START Provided entries

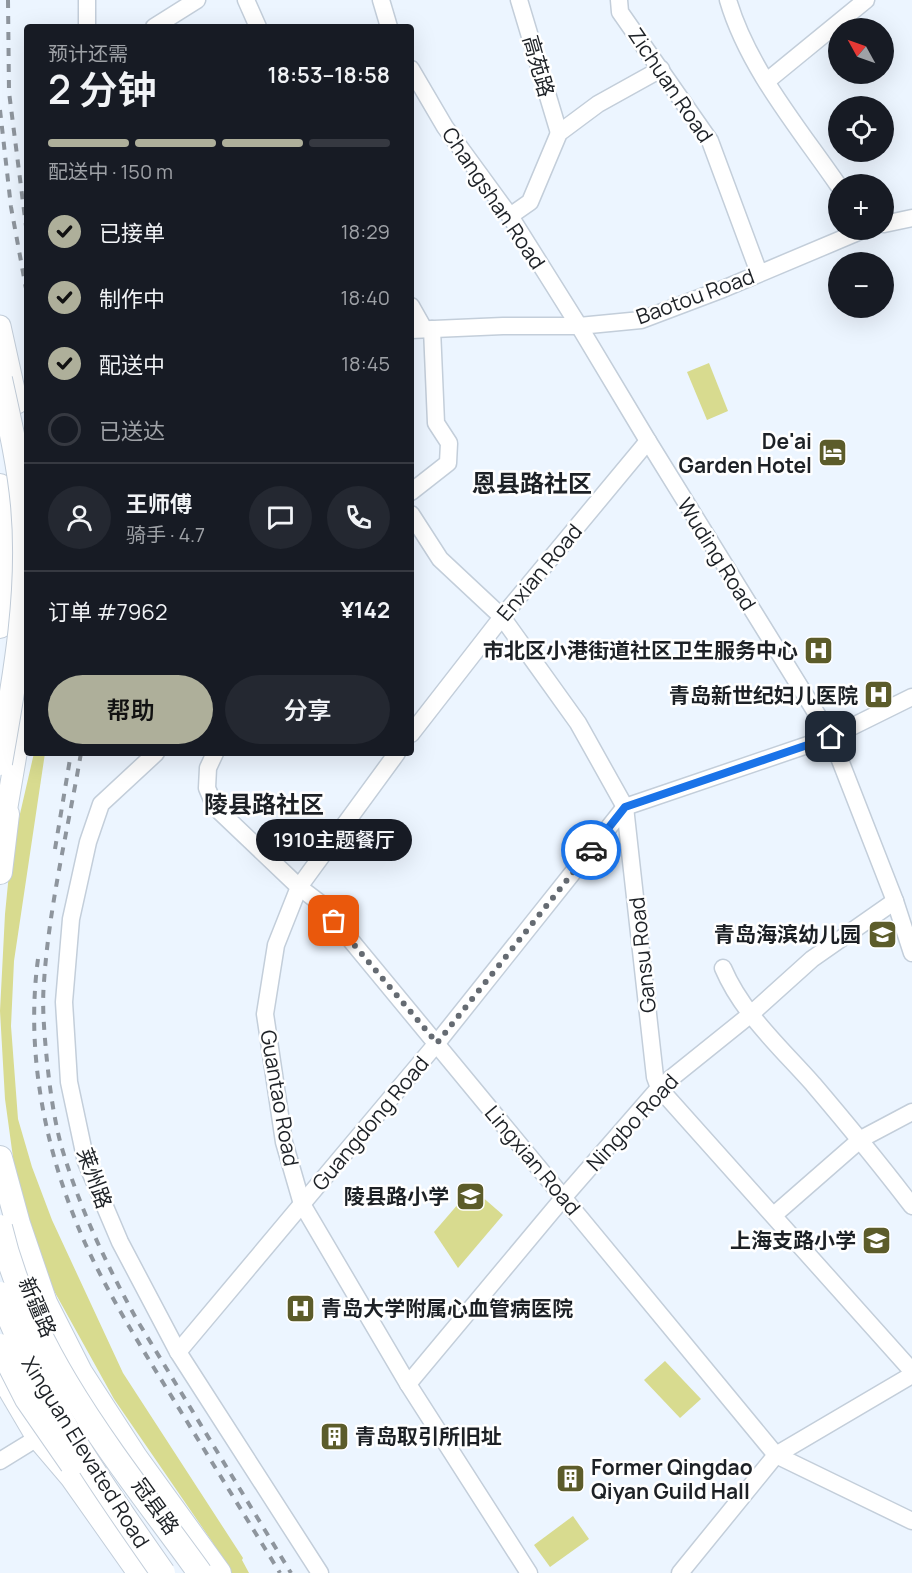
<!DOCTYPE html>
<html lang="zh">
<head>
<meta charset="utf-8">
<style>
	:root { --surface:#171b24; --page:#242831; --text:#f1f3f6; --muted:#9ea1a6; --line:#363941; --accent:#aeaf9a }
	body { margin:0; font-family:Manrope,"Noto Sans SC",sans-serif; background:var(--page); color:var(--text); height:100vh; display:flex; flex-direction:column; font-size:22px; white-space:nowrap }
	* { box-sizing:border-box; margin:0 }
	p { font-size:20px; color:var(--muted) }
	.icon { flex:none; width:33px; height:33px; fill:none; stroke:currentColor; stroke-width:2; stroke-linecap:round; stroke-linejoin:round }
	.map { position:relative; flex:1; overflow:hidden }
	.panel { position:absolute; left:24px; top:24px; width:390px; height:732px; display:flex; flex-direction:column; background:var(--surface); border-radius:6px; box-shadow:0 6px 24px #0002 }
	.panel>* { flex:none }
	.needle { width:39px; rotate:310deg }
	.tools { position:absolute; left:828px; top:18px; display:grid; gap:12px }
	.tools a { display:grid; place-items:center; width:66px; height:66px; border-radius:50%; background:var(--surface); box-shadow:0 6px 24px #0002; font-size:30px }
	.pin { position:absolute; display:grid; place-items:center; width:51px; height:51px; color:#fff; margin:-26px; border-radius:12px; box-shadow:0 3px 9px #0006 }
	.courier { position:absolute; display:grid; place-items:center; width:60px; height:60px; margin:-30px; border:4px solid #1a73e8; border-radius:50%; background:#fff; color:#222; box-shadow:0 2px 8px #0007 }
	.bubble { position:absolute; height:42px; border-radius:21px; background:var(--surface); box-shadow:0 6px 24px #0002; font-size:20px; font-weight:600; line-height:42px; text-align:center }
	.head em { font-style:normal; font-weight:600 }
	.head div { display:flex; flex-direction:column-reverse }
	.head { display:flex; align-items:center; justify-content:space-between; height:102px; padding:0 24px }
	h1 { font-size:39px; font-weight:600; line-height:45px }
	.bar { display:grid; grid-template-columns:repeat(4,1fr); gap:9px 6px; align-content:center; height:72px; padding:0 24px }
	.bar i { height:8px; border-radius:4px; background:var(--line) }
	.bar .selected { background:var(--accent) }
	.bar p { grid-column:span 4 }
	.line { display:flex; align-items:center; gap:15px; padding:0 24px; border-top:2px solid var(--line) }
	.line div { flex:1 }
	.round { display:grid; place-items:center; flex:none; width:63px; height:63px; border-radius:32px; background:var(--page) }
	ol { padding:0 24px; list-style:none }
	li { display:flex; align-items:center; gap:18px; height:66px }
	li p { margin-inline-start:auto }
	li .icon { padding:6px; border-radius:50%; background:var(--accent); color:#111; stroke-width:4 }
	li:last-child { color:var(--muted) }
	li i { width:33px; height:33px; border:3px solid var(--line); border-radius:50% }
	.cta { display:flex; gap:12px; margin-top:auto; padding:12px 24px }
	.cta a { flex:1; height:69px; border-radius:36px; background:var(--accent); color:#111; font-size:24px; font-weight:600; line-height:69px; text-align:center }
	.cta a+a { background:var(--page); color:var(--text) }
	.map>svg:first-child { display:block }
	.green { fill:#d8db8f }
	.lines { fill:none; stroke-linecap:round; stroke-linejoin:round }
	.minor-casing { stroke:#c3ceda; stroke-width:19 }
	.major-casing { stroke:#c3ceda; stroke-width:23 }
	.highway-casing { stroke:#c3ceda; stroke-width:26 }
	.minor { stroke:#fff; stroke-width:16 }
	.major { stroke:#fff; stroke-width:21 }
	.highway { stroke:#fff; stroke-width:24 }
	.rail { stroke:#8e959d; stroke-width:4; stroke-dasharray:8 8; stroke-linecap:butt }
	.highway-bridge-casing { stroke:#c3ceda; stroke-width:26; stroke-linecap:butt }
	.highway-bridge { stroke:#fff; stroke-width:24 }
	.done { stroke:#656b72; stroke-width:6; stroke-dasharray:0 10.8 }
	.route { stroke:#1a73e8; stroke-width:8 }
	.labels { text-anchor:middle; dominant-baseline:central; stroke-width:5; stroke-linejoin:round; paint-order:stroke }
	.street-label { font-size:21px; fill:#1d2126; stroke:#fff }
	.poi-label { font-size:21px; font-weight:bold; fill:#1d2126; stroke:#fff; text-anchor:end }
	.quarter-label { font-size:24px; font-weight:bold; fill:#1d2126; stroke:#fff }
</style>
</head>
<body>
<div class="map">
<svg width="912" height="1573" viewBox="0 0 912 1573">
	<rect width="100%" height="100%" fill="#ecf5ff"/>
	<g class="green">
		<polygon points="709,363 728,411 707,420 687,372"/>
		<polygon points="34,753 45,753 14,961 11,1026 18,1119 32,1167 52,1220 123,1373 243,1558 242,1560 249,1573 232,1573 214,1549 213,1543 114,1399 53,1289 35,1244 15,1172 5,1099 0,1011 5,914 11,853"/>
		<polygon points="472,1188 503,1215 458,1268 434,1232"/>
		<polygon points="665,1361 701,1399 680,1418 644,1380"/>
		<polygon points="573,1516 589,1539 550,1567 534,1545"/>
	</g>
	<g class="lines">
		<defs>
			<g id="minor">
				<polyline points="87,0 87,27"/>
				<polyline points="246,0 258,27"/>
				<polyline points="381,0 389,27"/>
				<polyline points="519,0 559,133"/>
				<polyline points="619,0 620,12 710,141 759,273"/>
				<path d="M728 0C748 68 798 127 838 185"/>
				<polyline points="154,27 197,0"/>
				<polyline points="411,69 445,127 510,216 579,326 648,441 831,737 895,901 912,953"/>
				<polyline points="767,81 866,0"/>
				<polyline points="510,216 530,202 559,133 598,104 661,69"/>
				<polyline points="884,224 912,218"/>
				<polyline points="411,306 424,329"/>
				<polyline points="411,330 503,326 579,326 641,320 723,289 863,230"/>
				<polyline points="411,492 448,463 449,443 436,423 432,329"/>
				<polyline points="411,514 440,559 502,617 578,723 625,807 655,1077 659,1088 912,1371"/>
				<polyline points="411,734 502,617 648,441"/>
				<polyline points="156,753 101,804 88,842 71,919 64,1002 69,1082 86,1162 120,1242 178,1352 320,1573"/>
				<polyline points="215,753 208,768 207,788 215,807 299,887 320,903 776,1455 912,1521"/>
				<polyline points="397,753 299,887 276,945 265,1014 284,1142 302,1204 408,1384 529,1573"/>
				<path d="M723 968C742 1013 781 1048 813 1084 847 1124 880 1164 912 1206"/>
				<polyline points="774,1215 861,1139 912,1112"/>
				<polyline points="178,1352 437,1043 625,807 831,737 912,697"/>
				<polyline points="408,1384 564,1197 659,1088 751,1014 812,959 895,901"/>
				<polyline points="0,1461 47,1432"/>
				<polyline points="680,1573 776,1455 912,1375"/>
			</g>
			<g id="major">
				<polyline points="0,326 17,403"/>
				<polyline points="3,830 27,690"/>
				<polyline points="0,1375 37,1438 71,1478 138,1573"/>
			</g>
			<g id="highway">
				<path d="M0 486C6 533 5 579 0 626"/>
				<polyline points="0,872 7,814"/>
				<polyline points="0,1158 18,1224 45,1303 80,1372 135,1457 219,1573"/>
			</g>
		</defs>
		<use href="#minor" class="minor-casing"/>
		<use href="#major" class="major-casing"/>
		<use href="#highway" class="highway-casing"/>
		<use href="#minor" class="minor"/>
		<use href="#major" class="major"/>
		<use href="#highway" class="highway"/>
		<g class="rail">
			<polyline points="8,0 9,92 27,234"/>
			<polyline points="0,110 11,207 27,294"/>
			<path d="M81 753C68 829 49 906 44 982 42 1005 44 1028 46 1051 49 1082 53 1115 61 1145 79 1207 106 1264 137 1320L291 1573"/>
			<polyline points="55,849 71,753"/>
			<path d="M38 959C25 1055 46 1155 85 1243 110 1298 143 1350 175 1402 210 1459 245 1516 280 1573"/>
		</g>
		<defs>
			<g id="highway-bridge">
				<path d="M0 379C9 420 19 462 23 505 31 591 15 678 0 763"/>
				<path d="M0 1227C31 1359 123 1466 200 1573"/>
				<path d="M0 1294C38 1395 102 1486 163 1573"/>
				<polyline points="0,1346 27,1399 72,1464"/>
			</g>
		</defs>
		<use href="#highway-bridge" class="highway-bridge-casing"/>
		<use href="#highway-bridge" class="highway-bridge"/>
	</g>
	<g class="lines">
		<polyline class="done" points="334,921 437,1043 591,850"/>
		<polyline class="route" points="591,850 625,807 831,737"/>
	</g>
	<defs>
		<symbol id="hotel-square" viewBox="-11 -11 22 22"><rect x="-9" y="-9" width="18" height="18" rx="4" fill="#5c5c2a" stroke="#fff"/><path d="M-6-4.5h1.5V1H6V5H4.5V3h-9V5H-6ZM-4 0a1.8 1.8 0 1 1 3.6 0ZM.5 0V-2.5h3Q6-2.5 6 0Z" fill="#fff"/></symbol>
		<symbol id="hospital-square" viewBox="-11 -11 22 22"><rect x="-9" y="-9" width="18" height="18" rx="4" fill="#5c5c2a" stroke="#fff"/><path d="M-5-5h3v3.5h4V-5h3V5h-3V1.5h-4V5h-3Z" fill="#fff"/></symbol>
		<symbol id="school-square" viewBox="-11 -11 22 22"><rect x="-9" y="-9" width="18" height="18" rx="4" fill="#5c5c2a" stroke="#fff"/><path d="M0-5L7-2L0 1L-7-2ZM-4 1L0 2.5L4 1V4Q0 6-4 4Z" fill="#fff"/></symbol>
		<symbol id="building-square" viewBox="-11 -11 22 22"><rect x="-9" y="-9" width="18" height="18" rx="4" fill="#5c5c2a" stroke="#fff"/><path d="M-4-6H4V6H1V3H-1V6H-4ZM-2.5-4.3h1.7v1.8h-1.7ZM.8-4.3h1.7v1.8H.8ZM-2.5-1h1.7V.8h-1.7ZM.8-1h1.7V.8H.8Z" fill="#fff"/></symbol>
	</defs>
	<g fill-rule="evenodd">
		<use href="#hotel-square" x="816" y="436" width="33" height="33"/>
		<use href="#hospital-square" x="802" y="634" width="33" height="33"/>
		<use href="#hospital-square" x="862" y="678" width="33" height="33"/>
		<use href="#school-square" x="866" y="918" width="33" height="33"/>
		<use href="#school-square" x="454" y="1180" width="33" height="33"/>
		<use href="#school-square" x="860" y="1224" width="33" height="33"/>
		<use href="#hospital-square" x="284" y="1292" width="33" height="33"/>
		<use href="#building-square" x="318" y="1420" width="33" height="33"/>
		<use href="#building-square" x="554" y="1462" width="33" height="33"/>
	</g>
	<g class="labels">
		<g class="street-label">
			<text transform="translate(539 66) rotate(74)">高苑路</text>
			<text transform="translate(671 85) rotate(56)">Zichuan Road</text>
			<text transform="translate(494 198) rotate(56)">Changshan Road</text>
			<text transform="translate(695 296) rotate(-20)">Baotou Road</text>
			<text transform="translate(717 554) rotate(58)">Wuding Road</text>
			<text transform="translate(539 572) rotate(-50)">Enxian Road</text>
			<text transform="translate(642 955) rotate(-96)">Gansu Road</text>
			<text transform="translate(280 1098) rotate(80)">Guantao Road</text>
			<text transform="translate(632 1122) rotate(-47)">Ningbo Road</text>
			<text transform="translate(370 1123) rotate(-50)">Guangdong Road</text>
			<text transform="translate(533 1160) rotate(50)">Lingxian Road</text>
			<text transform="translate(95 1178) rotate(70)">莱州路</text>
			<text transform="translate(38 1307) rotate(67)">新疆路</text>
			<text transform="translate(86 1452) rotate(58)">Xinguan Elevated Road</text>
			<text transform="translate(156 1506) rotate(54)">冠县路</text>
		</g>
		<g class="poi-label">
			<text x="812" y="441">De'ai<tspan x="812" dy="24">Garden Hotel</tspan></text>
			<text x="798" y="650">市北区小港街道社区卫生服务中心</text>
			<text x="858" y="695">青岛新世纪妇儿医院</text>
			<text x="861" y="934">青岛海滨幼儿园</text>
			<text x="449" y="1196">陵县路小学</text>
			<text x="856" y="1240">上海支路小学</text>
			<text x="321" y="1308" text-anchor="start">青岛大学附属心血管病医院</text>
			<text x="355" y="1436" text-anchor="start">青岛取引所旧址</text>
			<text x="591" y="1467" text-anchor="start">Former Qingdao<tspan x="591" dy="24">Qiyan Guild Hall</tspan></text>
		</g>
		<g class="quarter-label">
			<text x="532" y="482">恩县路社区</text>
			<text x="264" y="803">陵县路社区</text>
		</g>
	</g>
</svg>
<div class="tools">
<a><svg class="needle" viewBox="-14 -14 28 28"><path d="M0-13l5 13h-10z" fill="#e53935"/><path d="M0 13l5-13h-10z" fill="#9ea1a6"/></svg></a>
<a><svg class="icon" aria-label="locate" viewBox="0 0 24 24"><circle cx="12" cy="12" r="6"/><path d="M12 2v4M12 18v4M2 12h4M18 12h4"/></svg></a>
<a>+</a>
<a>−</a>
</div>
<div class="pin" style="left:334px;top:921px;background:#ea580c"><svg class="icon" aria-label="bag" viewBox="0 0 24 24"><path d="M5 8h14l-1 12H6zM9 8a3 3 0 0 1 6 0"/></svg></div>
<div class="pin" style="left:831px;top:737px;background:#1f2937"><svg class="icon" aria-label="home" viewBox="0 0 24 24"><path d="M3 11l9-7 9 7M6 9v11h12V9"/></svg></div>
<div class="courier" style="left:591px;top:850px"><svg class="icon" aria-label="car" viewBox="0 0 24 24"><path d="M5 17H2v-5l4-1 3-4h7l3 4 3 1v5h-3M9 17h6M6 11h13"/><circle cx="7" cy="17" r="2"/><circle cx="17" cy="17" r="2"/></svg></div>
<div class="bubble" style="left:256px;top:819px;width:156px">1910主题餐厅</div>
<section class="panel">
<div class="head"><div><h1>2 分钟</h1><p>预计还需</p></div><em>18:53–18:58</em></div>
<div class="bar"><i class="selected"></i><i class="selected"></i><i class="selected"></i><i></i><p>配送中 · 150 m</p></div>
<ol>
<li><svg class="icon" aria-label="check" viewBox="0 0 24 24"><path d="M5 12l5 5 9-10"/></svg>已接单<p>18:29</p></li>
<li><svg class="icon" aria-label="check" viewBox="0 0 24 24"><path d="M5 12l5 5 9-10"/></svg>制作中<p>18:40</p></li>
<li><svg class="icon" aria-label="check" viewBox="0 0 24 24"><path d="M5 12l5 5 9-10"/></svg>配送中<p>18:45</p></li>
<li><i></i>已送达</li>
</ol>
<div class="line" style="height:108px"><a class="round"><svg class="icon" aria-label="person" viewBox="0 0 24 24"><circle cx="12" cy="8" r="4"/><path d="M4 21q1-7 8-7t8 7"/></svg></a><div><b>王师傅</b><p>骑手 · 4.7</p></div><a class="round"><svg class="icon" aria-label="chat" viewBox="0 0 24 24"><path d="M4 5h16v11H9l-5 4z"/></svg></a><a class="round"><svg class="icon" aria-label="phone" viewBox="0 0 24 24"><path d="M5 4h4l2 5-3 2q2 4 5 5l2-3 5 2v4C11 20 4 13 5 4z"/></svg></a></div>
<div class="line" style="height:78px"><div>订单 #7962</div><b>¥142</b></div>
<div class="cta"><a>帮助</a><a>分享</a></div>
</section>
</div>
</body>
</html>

END Provided entries

— Work required —
Each line of the data in which the string "tools" appears needs to be copied.

— Result below —
	.tools { position:absolute; left:828px; top:18px; display:grid; gap:12px }
	.tools a { display:grid; place-items:center; width:66px; height:66px; border-radius:50%; background:var(--surface); box-shadow:0 6px 24px #0002; font-size:30px }
<div class="tools">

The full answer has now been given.